Segment Start: ENTRIES SUPPLIED

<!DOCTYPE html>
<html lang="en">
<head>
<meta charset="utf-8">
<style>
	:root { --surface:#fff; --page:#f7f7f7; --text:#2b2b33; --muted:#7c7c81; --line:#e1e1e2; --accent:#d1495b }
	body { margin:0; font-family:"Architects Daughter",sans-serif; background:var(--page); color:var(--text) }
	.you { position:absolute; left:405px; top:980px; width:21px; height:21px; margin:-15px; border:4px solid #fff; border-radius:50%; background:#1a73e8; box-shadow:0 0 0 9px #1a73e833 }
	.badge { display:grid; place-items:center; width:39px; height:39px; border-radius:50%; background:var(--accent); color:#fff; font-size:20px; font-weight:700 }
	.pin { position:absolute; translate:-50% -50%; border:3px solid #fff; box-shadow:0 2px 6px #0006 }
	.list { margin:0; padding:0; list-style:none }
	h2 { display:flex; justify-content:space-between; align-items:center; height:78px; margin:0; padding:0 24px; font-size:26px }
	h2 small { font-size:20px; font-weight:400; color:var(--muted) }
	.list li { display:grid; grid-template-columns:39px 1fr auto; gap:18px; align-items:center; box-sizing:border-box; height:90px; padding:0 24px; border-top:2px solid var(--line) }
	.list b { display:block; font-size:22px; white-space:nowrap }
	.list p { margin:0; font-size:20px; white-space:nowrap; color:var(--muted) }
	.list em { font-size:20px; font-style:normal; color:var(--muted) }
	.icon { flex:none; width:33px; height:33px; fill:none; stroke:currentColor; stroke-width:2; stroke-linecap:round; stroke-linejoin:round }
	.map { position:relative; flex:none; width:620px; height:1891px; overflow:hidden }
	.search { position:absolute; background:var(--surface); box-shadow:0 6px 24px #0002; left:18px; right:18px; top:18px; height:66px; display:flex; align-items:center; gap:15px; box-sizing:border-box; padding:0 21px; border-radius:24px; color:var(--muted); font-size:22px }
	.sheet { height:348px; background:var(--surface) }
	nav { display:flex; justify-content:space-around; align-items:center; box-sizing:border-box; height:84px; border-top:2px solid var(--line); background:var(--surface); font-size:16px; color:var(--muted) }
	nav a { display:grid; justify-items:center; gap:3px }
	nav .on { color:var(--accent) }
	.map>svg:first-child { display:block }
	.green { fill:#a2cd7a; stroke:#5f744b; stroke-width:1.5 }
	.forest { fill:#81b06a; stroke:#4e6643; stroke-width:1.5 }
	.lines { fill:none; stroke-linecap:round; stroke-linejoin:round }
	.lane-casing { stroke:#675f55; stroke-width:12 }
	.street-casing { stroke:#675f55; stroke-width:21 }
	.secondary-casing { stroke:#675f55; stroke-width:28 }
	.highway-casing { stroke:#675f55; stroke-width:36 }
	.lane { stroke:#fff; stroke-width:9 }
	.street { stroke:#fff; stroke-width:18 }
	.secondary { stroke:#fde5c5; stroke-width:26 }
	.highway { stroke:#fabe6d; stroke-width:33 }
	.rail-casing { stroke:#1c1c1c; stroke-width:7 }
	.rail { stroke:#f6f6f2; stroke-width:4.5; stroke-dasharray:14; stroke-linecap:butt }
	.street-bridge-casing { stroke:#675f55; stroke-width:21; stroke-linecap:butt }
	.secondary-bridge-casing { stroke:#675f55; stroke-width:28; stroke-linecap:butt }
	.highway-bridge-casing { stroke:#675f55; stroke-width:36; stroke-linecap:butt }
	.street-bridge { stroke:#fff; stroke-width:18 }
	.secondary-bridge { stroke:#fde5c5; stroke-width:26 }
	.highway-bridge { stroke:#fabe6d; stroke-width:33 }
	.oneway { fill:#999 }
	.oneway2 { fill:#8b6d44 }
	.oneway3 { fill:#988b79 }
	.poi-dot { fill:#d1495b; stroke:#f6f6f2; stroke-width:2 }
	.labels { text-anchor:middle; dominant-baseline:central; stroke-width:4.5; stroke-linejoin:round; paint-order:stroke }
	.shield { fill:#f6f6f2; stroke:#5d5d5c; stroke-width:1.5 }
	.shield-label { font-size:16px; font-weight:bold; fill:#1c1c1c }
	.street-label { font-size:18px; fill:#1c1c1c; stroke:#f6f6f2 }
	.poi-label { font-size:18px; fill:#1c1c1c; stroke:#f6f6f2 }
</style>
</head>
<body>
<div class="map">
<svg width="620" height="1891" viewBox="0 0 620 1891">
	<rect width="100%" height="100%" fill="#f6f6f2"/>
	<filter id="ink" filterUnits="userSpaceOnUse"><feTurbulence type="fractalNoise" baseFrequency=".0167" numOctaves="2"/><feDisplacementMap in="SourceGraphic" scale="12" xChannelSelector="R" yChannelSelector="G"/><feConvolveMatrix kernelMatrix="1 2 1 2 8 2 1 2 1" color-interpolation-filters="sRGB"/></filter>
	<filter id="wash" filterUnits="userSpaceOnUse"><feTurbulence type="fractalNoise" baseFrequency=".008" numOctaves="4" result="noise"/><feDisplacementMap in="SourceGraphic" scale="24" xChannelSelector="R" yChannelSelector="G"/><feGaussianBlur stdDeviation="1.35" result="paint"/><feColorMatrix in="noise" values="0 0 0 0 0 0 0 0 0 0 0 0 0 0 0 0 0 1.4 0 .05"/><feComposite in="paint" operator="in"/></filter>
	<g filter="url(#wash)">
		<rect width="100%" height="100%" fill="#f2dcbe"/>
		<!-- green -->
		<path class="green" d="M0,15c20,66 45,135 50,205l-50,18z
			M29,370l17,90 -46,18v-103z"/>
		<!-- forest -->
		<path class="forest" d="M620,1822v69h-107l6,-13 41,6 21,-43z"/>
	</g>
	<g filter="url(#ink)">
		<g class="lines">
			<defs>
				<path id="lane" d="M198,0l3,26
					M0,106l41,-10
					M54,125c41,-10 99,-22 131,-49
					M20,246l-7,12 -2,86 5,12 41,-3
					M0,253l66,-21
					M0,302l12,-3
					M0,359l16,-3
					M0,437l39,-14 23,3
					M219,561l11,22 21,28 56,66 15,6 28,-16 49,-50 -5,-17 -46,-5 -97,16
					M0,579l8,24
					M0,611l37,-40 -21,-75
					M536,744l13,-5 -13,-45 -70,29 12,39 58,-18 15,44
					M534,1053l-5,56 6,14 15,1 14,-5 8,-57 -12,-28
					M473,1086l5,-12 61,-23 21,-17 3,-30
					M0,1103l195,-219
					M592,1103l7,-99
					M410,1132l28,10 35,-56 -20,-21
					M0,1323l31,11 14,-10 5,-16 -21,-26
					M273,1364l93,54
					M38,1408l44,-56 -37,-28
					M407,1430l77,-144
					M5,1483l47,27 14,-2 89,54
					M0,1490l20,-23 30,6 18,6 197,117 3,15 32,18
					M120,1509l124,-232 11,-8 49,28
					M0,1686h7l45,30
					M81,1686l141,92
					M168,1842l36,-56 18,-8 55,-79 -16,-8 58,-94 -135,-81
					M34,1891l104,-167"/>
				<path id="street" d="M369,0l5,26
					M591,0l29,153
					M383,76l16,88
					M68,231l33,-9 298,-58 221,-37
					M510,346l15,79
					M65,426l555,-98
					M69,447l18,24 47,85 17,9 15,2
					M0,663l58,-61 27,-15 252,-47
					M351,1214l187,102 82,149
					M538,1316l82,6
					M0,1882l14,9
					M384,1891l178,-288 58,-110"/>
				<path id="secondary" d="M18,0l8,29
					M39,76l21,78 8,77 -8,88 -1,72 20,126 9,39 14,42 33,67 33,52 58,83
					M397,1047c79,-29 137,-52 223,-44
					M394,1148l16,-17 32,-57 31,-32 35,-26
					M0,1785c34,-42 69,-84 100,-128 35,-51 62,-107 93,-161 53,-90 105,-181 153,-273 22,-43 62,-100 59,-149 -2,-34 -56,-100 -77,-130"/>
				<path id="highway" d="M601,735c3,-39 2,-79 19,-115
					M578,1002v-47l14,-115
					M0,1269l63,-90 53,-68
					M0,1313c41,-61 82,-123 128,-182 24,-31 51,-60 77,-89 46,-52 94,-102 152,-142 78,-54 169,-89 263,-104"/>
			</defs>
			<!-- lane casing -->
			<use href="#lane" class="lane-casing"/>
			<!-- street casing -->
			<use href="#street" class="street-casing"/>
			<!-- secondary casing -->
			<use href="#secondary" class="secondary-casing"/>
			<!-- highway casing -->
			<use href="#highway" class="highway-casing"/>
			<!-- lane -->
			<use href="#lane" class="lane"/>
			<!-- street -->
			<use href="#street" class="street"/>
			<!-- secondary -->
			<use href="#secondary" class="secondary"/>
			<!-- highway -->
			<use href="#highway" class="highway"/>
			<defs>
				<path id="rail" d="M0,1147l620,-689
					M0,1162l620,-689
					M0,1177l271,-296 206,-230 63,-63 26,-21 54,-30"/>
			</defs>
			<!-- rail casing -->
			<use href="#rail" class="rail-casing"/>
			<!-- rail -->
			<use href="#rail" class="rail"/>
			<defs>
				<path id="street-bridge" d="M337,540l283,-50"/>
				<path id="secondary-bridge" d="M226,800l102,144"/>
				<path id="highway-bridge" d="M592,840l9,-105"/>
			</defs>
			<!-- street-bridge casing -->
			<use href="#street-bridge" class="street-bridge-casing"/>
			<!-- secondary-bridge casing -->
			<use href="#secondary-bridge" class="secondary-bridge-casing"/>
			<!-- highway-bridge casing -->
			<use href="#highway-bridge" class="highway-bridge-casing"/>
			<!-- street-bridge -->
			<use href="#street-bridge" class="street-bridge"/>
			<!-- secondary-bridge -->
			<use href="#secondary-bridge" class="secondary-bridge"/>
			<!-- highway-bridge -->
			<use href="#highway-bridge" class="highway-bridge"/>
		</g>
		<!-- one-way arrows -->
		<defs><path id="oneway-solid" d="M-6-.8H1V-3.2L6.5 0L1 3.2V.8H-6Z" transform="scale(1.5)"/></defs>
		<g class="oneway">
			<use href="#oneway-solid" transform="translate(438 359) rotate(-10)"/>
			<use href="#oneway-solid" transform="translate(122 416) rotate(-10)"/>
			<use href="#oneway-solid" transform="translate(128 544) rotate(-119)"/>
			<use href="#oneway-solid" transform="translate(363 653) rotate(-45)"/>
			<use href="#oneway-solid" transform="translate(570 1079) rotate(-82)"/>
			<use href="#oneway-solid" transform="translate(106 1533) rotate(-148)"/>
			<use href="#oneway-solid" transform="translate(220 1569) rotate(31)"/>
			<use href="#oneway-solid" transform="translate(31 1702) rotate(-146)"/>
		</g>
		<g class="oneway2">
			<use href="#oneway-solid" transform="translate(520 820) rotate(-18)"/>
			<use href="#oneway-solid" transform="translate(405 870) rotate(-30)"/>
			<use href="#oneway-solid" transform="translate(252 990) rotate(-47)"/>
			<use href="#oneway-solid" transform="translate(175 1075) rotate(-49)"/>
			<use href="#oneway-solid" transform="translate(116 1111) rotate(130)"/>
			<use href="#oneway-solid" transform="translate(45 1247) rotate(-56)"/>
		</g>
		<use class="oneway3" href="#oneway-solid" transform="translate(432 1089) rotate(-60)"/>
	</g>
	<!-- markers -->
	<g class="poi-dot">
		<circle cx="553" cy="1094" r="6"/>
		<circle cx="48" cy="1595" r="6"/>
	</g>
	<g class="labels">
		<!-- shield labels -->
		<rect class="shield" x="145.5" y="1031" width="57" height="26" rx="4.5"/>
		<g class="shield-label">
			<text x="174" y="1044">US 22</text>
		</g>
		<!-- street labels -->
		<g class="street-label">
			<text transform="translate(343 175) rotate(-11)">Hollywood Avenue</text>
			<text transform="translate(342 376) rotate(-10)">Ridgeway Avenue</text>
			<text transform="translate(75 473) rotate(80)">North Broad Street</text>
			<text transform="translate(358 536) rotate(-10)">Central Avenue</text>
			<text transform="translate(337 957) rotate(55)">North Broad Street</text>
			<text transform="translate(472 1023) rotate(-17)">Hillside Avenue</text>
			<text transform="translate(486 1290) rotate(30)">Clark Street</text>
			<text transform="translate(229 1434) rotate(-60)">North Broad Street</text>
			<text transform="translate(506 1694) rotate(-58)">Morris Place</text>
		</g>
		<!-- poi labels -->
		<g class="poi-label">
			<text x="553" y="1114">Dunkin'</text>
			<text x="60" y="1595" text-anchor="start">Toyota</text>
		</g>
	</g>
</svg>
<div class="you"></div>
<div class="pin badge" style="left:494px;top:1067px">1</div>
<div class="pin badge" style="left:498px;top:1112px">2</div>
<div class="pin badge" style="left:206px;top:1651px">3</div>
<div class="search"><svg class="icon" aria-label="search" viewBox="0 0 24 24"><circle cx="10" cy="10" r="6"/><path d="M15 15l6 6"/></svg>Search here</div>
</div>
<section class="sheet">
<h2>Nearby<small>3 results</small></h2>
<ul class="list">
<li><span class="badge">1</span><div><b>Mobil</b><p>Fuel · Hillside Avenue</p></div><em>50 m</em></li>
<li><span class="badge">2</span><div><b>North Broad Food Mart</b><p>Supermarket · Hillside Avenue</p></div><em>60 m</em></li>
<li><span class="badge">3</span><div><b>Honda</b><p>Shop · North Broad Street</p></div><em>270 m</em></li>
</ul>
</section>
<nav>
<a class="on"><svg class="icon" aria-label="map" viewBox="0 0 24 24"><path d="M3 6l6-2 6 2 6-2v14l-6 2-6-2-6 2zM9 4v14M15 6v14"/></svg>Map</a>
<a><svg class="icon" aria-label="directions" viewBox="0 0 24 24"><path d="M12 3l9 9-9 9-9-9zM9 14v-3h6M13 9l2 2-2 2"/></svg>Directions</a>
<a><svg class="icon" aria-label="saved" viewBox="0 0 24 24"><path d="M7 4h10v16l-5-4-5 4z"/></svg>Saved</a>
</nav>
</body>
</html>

Segment End: ENTRIES SUPPLIED

PROBLEM
From the entries above, copy each line holding "block".

SOLUTION FOR THIS EXERCISE
	.list b { display:block; font-size:22px; white-space:nowrap }
	.map>svg:first-child { display:block }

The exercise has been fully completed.